_ASSIGNMENT_.
Search the data for the word "heat" and copy each line that has it.

(Saved data entries)
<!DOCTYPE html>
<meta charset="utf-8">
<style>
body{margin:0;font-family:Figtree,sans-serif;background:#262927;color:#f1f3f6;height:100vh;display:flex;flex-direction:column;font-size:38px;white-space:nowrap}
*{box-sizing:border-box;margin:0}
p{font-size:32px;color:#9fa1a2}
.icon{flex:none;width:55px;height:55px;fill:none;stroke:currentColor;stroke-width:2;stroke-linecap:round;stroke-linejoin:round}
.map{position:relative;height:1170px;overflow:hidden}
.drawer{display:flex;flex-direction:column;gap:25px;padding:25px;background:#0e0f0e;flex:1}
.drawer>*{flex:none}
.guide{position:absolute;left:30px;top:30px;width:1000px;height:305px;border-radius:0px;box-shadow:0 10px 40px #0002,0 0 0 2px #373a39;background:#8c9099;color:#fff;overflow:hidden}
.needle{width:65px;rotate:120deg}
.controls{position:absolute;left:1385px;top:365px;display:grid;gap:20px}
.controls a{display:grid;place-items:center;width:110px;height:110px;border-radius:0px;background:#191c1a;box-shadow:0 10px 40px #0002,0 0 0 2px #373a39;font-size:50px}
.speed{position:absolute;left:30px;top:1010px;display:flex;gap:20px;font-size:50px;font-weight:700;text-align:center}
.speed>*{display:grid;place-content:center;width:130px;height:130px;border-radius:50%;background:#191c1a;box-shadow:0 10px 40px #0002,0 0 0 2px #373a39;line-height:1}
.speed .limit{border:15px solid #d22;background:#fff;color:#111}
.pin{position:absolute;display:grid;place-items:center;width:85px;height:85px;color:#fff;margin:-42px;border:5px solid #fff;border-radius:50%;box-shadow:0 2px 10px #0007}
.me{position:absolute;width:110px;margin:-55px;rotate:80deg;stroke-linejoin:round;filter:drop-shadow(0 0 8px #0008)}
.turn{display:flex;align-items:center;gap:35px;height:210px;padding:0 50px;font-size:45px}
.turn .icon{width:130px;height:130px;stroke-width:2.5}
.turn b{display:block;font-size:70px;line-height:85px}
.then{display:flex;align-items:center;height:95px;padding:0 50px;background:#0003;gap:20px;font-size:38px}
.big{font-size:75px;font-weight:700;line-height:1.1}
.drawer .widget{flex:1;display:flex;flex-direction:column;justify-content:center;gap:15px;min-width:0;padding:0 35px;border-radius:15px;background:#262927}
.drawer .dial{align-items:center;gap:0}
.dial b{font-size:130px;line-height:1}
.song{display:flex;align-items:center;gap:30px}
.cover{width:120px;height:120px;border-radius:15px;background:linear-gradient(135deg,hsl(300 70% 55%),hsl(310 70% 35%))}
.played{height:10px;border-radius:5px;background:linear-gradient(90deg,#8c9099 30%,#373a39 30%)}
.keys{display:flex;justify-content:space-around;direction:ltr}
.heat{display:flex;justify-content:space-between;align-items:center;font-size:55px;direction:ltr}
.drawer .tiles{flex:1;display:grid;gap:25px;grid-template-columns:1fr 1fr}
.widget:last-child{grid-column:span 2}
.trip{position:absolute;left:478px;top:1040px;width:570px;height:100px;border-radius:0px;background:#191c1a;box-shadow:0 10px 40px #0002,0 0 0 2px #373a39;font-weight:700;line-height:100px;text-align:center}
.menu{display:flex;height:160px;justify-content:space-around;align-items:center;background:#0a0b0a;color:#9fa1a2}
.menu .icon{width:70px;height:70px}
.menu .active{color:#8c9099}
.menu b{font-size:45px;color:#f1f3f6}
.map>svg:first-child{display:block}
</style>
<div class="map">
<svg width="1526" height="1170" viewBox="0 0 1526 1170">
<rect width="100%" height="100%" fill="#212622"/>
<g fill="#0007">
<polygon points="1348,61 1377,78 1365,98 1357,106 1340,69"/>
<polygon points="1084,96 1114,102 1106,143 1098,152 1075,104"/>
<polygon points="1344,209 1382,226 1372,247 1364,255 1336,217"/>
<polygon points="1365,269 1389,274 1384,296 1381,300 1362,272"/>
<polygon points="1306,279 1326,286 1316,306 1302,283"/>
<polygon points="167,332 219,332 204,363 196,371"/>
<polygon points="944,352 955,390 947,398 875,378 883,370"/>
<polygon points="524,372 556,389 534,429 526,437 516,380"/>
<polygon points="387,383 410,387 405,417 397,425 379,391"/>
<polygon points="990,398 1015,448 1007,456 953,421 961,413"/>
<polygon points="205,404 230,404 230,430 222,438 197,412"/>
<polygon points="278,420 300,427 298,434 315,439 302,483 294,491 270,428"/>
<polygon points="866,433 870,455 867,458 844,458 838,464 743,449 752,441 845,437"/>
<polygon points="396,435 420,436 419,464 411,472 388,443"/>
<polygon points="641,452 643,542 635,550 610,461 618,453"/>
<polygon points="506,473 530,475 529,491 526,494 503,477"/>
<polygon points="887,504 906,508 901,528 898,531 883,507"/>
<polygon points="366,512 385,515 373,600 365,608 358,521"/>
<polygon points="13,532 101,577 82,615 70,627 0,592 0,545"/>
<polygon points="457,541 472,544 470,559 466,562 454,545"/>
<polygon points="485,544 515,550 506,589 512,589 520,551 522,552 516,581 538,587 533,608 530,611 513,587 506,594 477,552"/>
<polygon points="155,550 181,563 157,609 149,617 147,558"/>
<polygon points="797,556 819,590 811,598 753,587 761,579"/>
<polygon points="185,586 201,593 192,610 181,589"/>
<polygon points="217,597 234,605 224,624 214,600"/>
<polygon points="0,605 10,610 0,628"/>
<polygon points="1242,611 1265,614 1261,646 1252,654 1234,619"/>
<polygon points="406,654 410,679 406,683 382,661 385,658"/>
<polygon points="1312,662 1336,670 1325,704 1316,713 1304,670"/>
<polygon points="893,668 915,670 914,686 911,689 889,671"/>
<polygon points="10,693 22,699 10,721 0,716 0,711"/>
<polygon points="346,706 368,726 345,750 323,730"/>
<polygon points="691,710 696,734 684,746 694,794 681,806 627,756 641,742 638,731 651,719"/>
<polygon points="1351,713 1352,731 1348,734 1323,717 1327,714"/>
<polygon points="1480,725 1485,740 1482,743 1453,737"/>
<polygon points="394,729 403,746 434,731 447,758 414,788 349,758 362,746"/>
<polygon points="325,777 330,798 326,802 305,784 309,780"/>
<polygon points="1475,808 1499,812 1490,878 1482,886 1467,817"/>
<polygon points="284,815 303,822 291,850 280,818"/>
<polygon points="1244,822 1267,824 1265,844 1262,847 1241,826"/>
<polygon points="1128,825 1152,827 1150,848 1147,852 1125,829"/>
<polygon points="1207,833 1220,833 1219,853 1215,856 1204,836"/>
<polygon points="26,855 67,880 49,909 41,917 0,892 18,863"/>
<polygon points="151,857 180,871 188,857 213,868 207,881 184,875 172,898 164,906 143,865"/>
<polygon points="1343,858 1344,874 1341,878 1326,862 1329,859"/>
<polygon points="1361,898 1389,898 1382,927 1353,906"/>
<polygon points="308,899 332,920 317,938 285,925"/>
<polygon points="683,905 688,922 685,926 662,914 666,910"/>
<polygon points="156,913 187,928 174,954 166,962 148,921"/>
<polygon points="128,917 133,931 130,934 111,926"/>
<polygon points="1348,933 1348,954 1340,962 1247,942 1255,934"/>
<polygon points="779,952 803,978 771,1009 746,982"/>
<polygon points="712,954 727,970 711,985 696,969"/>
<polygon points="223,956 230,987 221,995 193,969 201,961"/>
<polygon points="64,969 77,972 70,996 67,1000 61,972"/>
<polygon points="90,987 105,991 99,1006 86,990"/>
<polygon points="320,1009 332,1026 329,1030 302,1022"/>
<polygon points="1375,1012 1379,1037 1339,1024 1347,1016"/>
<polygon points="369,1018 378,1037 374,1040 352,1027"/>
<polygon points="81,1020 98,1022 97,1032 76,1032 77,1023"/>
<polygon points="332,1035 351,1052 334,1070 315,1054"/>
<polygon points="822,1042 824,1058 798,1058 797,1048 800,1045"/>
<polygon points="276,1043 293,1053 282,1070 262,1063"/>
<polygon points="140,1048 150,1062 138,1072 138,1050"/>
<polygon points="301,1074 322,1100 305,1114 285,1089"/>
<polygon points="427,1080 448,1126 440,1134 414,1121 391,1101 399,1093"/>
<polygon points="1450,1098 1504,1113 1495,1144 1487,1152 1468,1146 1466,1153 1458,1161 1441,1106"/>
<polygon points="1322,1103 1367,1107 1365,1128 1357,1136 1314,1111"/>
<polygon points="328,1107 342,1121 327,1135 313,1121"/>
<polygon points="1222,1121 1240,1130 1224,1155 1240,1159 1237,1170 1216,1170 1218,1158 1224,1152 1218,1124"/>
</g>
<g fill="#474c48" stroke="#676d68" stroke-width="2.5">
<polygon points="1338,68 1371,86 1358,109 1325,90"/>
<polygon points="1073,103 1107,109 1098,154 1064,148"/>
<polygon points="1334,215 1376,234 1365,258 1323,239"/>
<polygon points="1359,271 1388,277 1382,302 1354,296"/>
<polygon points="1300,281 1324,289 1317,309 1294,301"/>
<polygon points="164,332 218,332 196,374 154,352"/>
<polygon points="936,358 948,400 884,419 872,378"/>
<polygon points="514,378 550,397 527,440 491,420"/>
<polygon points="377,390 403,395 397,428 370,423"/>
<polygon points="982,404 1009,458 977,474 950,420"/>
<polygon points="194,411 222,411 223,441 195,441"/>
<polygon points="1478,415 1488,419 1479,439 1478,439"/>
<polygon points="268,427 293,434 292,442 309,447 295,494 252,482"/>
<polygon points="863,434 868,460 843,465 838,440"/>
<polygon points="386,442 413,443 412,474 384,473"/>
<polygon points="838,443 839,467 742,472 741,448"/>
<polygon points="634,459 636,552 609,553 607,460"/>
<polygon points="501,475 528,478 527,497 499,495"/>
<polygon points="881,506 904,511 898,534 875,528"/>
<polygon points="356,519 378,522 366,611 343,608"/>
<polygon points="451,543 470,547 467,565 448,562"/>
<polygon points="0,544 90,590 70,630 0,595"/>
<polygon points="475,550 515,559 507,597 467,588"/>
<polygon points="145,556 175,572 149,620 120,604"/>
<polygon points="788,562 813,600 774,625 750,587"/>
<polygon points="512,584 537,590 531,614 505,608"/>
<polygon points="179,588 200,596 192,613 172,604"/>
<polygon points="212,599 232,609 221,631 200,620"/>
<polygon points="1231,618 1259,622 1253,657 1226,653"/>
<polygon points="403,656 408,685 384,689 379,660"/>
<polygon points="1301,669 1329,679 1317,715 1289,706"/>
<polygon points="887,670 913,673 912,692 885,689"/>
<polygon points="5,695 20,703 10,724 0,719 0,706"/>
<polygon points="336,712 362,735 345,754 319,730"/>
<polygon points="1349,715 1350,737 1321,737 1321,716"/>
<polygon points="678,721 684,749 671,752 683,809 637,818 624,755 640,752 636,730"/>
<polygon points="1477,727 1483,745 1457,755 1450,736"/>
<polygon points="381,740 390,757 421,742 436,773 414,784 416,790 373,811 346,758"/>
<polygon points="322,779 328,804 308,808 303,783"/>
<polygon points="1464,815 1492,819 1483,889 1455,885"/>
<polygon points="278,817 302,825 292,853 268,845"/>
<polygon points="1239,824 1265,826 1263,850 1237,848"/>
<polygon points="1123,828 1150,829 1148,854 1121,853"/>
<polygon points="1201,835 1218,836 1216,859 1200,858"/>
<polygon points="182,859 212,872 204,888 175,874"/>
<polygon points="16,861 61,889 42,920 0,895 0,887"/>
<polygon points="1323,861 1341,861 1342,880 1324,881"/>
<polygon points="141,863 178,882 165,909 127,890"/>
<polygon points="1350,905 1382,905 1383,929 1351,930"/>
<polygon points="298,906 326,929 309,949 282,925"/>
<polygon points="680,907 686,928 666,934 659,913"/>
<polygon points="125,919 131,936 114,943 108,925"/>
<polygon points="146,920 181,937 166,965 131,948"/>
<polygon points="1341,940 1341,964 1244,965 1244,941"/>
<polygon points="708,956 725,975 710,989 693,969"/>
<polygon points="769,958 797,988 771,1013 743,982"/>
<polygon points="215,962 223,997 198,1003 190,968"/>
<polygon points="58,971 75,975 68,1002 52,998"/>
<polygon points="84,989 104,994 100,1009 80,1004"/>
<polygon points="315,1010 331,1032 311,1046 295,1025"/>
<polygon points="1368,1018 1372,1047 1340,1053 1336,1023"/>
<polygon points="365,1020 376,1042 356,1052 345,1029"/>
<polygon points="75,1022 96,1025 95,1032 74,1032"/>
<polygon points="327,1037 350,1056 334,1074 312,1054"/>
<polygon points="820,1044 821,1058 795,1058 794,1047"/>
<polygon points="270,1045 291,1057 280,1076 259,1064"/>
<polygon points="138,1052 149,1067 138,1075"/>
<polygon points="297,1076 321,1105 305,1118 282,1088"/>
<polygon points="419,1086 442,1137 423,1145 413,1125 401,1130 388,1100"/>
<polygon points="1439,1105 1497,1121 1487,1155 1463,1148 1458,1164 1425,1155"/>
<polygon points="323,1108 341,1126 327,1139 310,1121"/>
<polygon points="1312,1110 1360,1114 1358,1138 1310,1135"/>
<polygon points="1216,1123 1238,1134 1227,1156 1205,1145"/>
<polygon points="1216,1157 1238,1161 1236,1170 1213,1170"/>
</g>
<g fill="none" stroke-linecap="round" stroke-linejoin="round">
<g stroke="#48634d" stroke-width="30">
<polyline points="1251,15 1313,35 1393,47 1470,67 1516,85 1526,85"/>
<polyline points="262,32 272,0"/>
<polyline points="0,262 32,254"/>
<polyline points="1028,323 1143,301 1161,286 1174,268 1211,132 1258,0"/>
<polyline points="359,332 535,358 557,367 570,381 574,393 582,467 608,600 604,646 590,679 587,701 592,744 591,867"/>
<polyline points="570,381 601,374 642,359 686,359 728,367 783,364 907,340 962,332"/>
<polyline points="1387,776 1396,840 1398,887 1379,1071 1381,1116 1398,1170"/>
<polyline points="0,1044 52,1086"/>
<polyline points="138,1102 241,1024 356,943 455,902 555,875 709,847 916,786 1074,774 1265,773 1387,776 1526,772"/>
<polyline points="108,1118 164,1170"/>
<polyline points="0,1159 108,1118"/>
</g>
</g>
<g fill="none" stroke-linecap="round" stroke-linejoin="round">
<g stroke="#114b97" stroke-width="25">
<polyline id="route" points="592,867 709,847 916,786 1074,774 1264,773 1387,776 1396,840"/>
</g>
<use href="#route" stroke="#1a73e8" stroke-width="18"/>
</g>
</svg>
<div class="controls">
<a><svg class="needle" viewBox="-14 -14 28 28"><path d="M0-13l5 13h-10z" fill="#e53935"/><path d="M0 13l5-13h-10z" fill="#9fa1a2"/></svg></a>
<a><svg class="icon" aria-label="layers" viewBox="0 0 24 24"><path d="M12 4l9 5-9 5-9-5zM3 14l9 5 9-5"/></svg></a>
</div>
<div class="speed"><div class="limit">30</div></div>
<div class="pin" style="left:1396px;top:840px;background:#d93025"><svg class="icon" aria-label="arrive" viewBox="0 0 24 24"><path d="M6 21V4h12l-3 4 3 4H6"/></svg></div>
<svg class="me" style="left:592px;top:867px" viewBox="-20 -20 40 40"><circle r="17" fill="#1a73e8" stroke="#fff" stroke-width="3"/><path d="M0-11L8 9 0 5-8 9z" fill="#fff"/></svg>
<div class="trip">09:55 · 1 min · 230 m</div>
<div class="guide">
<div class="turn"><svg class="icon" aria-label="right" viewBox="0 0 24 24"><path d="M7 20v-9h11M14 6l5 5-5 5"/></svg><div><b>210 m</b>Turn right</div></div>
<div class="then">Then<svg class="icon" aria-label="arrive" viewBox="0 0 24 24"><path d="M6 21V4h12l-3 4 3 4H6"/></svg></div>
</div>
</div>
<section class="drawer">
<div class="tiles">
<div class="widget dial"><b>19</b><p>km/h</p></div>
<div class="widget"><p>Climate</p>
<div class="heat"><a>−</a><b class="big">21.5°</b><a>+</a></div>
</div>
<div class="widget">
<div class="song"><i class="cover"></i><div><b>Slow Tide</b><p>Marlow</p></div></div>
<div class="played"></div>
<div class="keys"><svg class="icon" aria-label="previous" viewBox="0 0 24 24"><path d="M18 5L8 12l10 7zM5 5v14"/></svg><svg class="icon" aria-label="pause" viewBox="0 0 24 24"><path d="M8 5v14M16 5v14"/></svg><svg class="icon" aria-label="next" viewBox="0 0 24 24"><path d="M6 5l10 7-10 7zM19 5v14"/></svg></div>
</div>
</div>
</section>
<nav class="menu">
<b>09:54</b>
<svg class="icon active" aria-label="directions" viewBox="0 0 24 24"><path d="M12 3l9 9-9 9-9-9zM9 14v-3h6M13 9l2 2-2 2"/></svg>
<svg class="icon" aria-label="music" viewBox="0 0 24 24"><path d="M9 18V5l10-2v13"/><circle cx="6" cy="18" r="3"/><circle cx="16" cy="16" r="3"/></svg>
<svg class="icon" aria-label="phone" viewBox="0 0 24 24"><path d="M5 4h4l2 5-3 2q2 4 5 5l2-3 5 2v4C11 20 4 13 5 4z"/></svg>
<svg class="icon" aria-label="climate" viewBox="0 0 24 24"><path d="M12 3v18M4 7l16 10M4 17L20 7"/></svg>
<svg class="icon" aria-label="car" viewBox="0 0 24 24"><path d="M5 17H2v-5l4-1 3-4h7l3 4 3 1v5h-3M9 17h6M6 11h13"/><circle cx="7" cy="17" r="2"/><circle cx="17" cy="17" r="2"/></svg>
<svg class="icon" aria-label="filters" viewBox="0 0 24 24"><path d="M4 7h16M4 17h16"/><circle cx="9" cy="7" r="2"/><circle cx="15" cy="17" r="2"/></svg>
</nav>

_PROBLEM SOLUTION_.
.heat{display:flex;justify-content:space-between;align-items:center;font-size:55px;direction:ltr}
<div class="heat"><a>−</a><b class="big">21.5°</b><a>+</a></div>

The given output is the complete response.